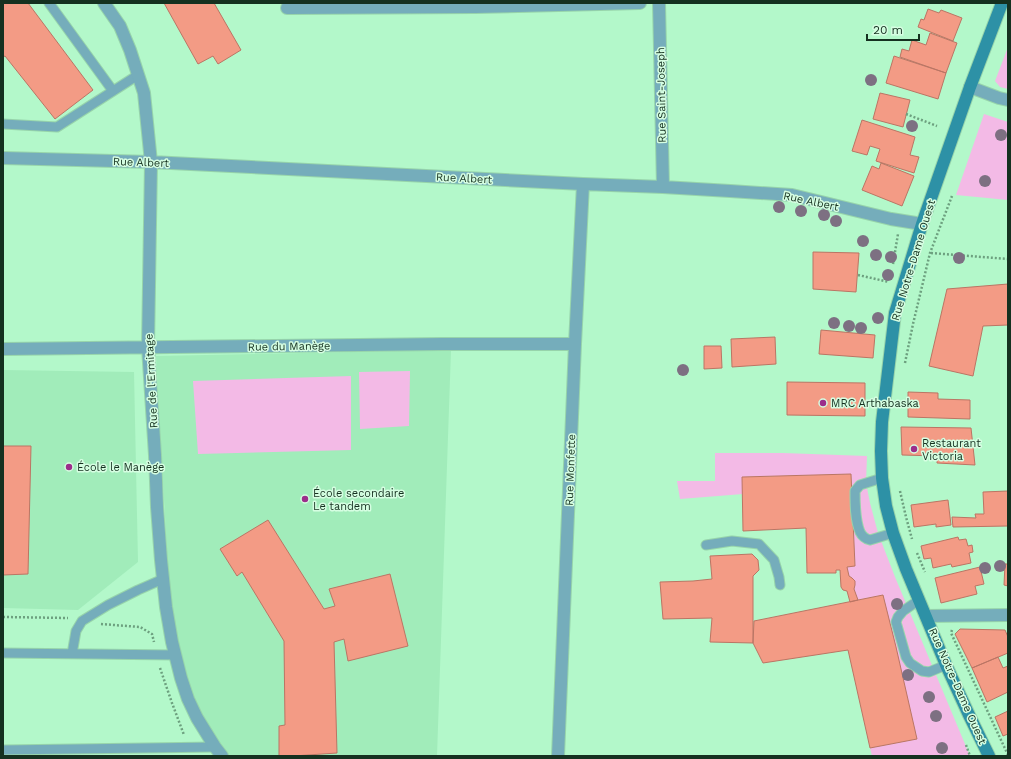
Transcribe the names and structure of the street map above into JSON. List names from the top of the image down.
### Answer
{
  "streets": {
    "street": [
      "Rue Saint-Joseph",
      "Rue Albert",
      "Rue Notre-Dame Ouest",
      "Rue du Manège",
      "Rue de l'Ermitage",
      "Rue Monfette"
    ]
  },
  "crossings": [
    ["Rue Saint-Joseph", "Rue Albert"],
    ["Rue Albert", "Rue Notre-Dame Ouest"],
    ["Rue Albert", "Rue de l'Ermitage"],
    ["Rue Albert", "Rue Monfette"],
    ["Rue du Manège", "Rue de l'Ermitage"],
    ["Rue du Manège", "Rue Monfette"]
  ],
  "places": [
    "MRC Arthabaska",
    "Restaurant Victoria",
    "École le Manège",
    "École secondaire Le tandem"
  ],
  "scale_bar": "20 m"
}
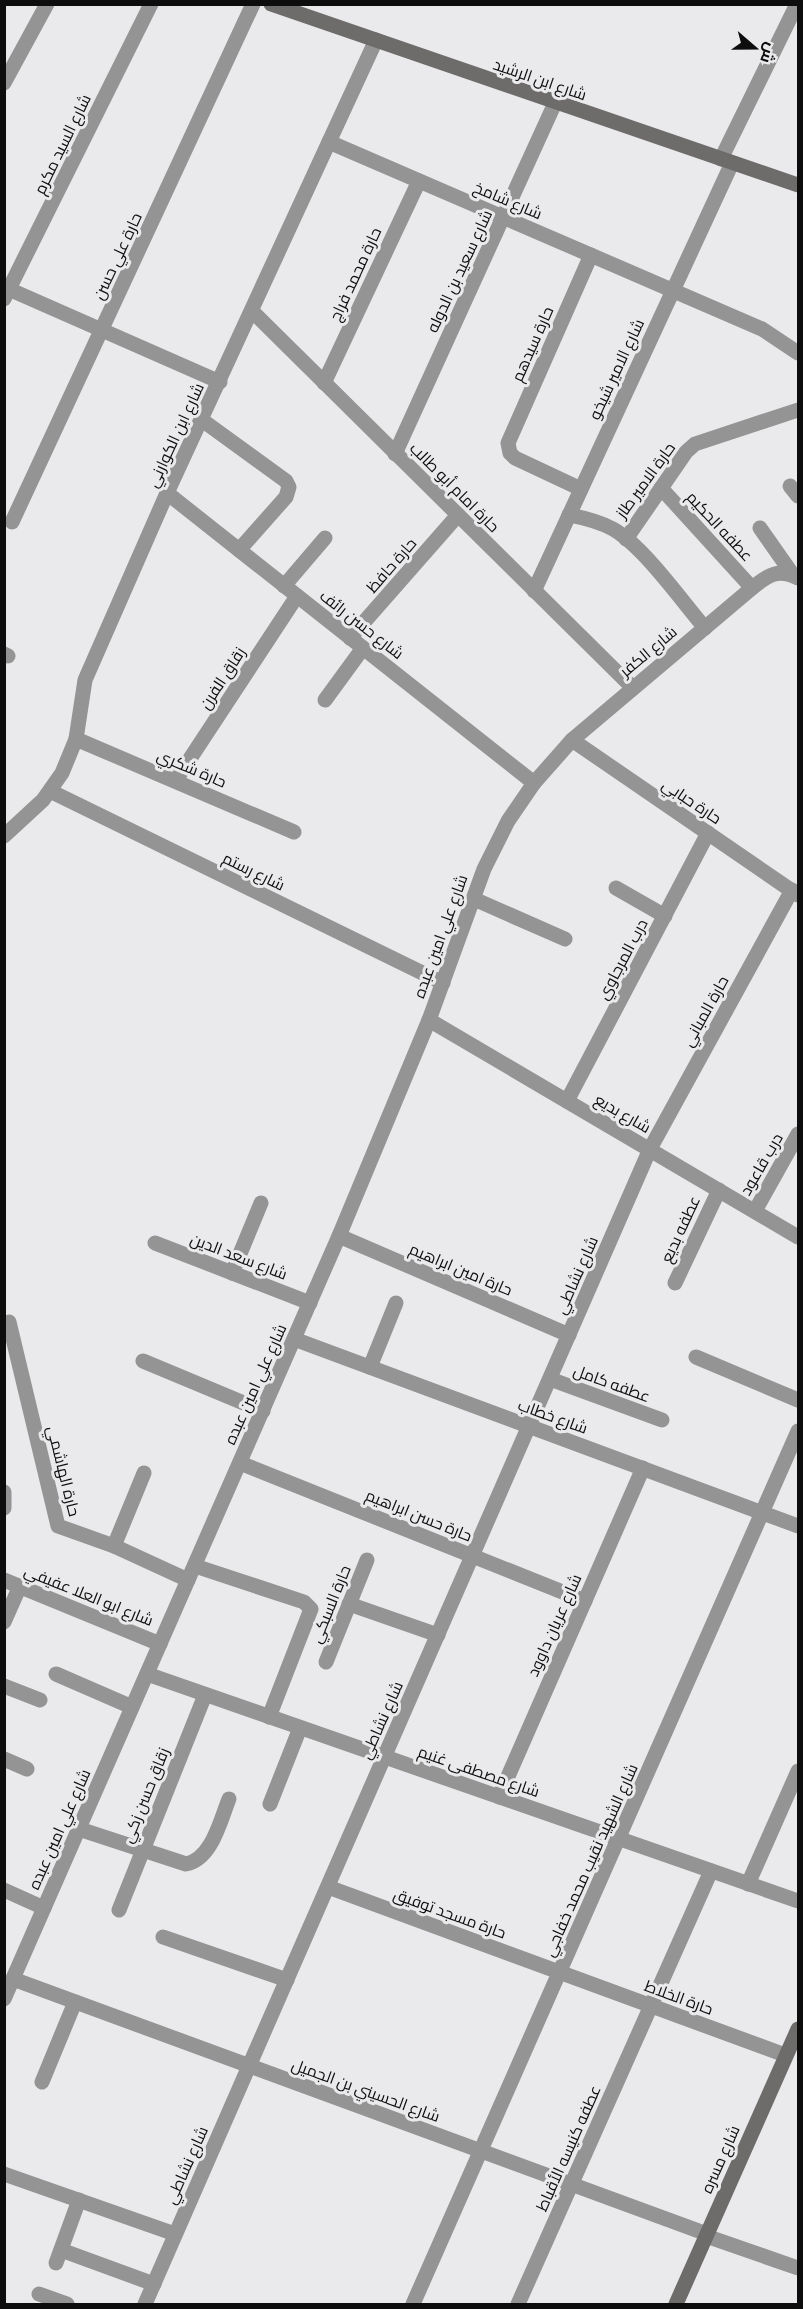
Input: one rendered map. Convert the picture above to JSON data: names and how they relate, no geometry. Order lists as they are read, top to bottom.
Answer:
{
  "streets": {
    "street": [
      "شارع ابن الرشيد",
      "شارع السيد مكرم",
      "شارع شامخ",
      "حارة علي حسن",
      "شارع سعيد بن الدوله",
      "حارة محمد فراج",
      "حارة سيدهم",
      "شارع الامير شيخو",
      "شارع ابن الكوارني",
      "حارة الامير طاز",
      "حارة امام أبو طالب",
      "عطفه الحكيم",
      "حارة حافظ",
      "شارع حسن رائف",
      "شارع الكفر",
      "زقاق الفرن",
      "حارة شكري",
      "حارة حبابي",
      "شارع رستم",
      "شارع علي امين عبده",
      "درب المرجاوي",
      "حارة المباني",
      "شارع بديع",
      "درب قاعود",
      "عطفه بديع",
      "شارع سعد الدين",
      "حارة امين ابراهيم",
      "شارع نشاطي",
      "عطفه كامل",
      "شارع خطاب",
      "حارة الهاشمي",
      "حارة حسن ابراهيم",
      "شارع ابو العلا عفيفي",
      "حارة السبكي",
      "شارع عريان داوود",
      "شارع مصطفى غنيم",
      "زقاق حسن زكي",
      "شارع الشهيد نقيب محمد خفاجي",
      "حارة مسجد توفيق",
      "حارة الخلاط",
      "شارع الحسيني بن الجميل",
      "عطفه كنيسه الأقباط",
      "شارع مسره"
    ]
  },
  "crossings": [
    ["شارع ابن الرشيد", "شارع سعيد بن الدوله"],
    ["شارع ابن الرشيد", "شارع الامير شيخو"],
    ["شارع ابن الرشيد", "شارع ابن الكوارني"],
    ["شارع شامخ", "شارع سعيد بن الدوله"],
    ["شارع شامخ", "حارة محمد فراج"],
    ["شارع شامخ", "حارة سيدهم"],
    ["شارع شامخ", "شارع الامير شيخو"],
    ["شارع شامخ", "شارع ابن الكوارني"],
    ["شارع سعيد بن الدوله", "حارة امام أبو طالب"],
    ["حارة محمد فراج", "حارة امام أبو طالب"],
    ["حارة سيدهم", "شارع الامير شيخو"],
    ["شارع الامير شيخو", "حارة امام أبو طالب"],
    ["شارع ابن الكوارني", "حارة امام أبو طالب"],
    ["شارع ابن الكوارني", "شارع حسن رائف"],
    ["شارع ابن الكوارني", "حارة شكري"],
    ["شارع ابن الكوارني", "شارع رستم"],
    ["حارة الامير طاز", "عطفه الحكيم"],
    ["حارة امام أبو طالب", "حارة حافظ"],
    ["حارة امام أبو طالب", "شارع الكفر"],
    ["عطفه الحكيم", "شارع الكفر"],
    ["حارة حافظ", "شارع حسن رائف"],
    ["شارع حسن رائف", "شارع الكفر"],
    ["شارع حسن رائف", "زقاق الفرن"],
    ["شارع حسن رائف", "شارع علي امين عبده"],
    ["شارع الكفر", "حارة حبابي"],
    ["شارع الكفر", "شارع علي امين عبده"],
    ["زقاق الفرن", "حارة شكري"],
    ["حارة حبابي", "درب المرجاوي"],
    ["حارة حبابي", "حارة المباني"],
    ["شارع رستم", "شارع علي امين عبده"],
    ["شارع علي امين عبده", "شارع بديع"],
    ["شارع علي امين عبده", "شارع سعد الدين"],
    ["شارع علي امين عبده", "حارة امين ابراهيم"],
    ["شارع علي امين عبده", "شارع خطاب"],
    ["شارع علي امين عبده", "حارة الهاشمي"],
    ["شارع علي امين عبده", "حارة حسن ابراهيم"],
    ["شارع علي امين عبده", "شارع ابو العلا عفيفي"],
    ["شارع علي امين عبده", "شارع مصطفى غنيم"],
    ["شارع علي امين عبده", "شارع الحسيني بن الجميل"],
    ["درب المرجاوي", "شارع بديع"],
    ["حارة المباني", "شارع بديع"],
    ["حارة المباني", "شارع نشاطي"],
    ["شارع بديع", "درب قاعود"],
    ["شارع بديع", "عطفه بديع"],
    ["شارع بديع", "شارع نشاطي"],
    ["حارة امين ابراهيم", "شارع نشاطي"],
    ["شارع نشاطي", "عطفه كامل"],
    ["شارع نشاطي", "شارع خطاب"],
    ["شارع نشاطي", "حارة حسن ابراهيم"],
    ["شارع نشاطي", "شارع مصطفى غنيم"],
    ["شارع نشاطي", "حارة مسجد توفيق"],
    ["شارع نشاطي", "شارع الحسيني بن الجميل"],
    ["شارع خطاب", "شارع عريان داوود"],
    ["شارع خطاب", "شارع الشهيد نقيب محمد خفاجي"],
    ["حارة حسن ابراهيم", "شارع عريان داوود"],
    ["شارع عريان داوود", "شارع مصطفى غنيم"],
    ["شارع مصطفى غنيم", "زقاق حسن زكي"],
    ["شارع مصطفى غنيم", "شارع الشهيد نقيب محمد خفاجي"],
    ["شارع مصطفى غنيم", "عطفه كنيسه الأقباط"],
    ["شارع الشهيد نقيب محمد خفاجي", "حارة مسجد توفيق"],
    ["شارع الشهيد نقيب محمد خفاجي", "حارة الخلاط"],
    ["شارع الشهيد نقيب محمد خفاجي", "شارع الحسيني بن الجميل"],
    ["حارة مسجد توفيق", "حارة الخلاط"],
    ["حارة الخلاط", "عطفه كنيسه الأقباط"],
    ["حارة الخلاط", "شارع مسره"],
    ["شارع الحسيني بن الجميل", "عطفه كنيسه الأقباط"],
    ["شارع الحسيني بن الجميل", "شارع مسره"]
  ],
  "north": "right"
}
==
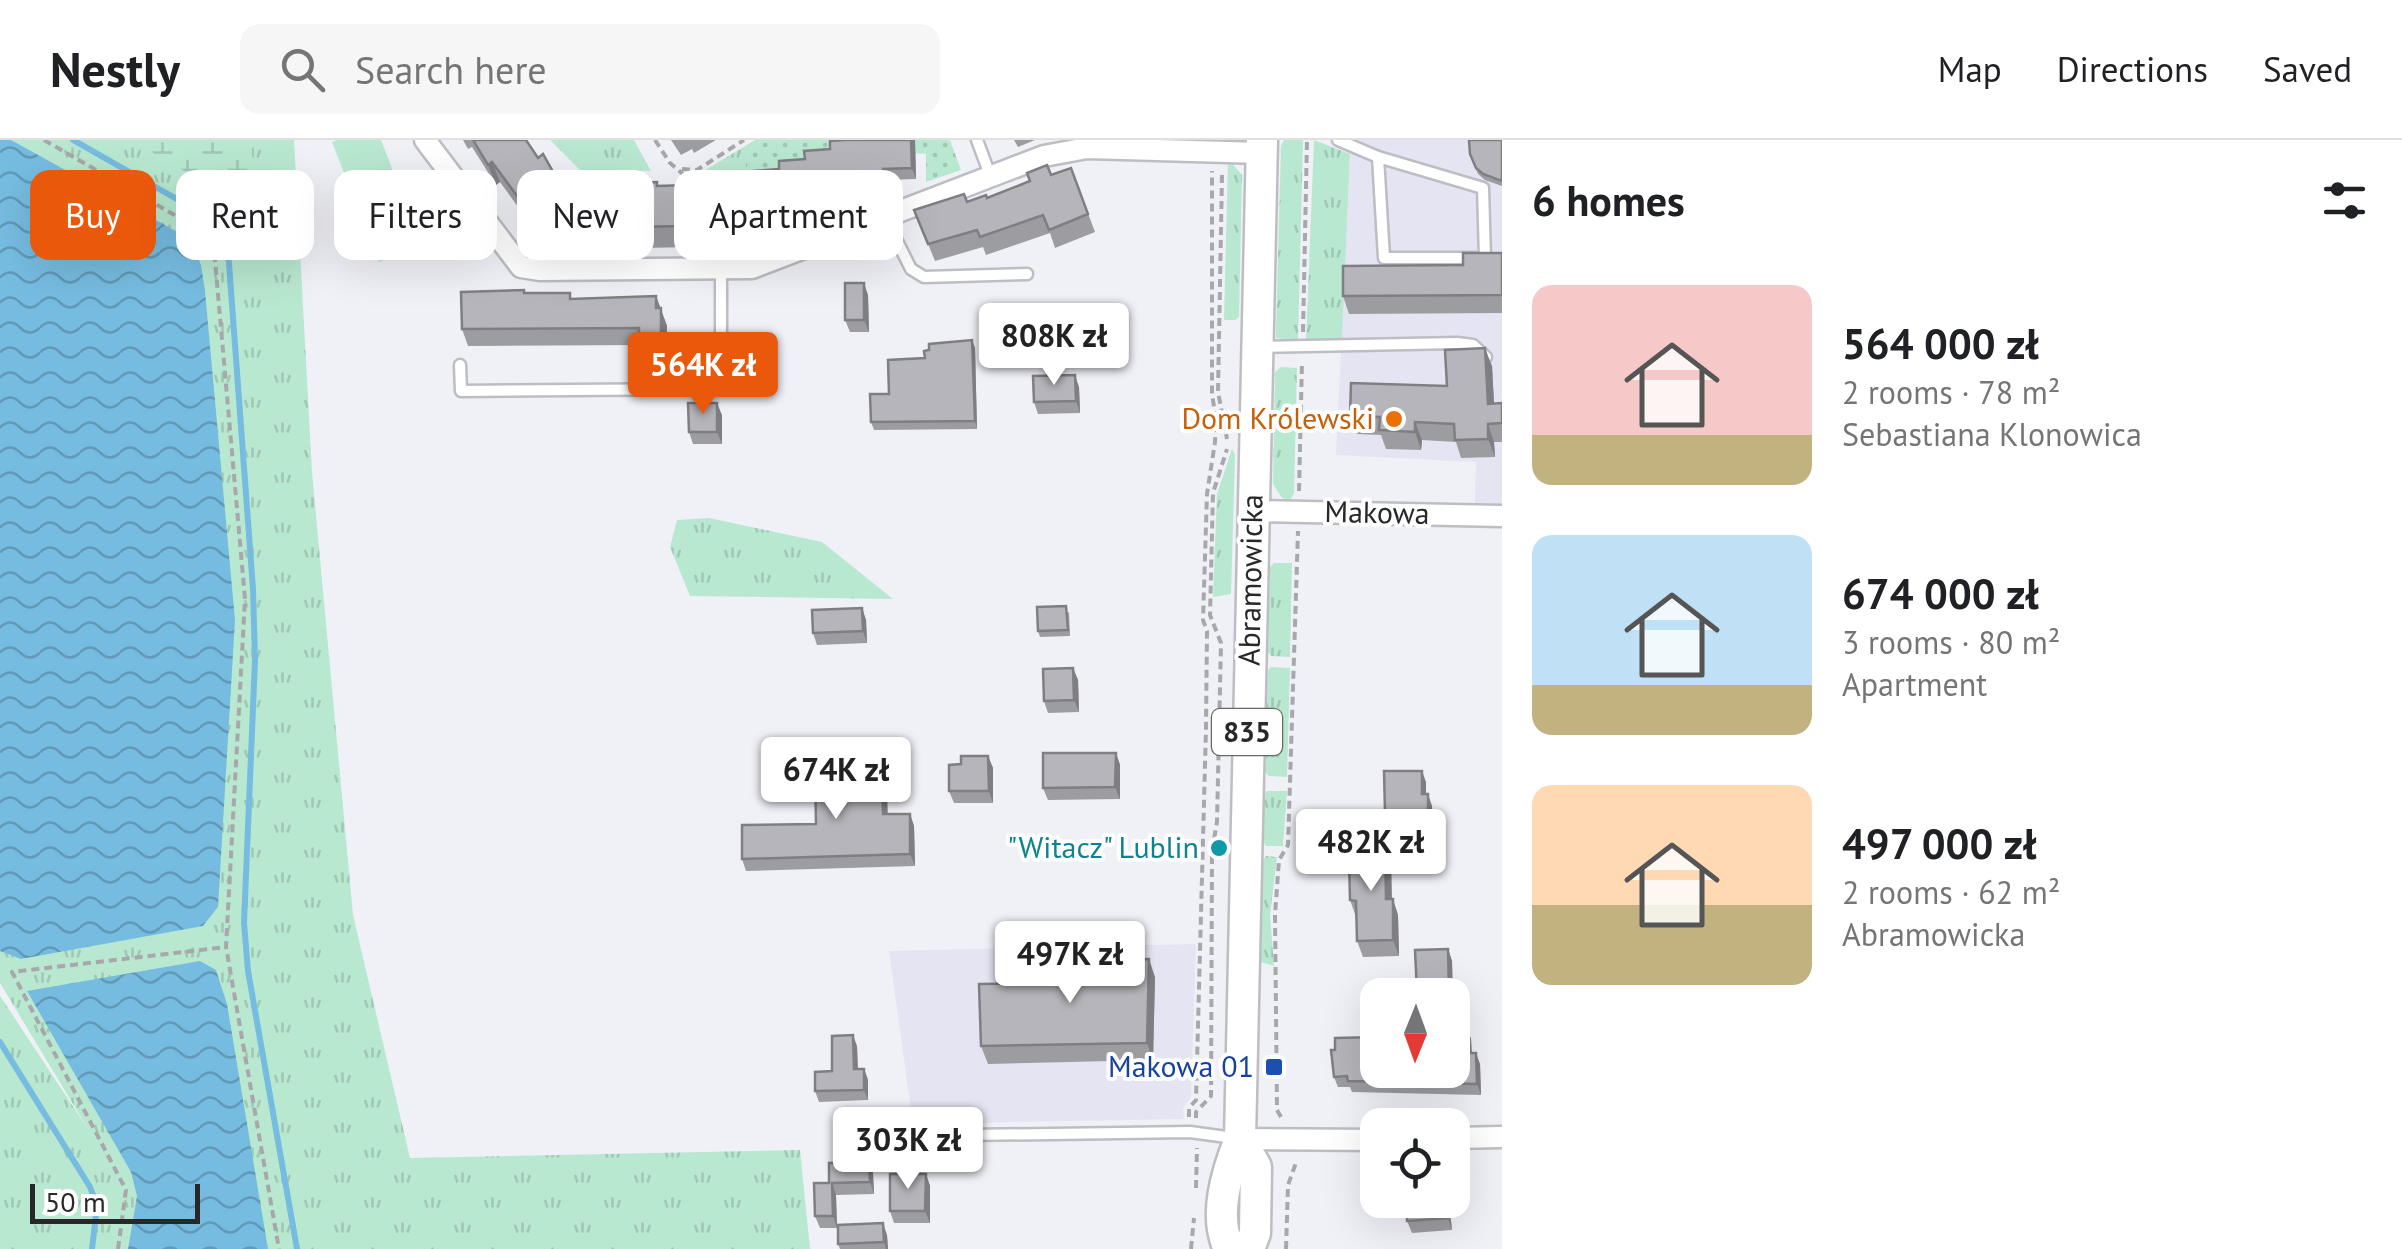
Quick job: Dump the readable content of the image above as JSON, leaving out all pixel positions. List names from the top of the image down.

== Task requirements ==
The string "JSON" may appear in the entries. Say how many lines contain it, as a bare number.

== Result ==
3